• **TASK DIRECTIONS**:
Your job is to report every line of the entries that has "rooms".

----- PROVIDED ENTRIES

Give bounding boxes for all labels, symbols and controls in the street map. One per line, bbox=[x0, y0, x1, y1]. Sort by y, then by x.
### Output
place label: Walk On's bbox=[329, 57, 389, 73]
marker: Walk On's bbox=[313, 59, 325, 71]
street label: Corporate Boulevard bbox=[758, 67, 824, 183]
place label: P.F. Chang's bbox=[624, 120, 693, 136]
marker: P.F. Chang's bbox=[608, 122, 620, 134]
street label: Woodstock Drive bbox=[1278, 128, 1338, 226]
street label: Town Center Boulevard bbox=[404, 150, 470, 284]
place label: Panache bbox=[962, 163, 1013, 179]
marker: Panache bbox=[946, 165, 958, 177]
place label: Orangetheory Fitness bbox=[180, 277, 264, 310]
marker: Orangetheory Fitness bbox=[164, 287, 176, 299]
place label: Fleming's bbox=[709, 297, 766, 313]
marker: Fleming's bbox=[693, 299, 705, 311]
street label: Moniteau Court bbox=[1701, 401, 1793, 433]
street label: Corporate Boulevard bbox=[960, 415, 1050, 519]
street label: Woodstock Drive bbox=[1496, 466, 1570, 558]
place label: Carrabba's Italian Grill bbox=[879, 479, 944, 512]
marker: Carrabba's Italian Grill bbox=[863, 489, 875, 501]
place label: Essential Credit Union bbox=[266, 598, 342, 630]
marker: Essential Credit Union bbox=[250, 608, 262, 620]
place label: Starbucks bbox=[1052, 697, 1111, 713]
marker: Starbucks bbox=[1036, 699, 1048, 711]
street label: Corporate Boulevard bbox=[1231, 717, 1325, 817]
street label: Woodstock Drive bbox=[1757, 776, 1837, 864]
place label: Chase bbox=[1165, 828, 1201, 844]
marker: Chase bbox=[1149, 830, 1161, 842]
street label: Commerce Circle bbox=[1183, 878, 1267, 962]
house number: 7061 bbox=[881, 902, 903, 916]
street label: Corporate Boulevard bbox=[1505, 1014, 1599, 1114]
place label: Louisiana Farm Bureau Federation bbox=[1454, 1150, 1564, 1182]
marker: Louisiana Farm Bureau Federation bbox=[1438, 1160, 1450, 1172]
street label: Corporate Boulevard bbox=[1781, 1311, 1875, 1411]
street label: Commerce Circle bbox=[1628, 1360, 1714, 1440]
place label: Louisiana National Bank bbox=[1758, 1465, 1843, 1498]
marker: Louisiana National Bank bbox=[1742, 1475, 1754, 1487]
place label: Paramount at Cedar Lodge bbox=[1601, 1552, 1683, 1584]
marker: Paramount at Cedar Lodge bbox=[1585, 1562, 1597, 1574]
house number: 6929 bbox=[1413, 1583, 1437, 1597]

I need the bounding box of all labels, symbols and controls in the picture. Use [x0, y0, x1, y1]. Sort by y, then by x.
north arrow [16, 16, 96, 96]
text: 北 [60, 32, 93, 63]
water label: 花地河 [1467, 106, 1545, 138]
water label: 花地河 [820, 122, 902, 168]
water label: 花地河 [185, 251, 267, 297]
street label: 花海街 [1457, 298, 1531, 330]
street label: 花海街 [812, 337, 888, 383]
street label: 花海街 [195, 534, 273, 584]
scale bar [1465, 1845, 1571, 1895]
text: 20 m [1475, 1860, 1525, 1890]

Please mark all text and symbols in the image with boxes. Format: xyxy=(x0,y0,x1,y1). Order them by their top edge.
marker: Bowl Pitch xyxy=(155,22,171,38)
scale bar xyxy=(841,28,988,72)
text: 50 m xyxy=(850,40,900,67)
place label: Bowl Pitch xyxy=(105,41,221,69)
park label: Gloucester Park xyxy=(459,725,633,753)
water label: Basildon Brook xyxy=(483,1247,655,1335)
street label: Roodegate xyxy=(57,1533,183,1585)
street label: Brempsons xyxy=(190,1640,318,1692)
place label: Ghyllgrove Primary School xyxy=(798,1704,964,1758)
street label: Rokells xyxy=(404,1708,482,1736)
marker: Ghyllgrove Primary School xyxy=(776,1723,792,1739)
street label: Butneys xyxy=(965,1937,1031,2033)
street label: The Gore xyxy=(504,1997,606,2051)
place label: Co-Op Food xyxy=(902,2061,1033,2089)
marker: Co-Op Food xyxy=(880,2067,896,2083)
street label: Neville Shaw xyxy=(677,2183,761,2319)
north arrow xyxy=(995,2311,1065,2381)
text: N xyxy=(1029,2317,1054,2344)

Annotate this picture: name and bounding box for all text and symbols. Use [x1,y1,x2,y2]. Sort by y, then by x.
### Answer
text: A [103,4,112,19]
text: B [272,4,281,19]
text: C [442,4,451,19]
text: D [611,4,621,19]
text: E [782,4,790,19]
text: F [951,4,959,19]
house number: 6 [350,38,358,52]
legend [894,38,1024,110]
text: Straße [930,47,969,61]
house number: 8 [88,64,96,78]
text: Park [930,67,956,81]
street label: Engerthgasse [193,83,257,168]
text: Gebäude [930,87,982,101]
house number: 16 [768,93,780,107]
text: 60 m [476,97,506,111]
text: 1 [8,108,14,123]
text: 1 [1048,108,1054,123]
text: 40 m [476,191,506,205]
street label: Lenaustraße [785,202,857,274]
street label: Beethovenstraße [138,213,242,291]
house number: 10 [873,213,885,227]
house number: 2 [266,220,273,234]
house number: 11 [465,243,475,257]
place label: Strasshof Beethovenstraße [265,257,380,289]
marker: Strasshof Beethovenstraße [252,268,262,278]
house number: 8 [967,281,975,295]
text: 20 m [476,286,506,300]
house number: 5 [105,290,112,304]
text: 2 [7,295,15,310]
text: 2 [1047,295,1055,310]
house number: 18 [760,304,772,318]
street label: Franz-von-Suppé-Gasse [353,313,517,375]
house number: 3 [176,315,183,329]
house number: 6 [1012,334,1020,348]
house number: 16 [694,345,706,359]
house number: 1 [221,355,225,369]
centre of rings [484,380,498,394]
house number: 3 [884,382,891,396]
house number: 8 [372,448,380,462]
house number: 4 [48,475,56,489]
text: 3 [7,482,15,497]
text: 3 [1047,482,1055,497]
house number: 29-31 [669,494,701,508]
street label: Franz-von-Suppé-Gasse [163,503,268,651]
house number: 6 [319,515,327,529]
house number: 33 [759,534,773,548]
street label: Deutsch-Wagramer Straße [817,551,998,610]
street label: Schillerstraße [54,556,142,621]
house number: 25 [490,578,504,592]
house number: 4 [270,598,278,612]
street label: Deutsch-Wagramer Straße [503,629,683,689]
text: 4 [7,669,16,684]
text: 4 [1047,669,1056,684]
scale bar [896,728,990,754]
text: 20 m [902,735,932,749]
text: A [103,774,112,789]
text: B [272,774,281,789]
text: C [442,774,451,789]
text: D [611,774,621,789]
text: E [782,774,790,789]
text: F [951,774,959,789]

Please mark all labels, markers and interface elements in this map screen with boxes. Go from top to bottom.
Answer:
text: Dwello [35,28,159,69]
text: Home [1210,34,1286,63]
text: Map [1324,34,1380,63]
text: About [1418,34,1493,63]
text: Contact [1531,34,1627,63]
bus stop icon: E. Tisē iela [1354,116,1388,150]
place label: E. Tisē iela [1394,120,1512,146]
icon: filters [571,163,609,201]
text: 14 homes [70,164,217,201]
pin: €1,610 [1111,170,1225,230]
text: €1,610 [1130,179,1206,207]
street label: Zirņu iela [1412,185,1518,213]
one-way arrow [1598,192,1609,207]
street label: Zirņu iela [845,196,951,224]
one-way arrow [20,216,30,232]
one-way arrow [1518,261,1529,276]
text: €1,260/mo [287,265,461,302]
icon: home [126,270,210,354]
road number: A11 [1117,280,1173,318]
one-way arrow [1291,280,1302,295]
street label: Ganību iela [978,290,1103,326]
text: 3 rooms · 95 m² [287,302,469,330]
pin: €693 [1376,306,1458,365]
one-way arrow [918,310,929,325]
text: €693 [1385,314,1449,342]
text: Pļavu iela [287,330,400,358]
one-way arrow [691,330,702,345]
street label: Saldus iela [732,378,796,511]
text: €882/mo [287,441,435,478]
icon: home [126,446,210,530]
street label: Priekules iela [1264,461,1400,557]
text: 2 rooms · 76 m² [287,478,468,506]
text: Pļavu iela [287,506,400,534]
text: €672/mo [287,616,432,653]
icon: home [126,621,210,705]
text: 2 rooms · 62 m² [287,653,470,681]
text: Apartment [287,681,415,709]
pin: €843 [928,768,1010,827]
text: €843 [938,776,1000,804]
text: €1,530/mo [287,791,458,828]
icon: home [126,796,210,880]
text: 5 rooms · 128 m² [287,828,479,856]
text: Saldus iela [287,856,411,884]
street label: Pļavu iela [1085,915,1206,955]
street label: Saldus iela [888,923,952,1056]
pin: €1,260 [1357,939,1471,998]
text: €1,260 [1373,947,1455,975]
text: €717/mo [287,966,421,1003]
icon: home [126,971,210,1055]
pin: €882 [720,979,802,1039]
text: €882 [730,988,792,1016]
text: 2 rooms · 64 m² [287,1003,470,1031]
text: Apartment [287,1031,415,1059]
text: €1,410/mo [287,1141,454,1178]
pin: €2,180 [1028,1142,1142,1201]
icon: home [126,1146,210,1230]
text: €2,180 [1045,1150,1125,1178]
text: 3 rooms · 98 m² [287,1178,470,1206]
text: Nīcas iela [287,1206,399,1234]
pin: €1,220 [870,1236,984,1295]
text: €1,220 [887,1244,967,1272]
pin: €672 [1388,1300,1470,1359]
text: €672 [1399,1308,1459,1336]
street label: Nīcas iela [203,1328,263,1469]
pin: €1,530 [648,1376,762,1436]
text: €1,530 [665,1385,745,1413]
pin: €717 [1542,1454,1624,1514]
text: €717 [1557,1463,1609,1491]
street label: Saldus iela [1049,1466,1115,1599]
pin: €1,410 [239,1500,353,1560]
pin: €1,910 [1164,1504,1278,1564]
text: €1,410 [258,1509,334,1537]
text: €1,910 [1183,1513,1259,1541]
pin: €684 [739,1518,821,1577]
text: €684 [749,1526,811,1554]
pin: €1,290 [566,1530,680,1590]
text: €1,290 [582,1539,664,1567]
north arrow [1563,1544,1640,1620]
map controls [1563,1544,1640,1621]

----------

• **RESULT BELOW**:
text: 3 rooms · 95 m² [287,302,469,330]
text: 2 rooms · 76 m² [287,478,468,506]
text: 2 rooms · 62 m² [287,653,470,681]
text: 5 rooms · 128 m² [287,828,479,856]
text: 2 rooms · 64 m² [287,1003,470,1031]
text: 3 rooms · 98 m² [287,1178,470,1206]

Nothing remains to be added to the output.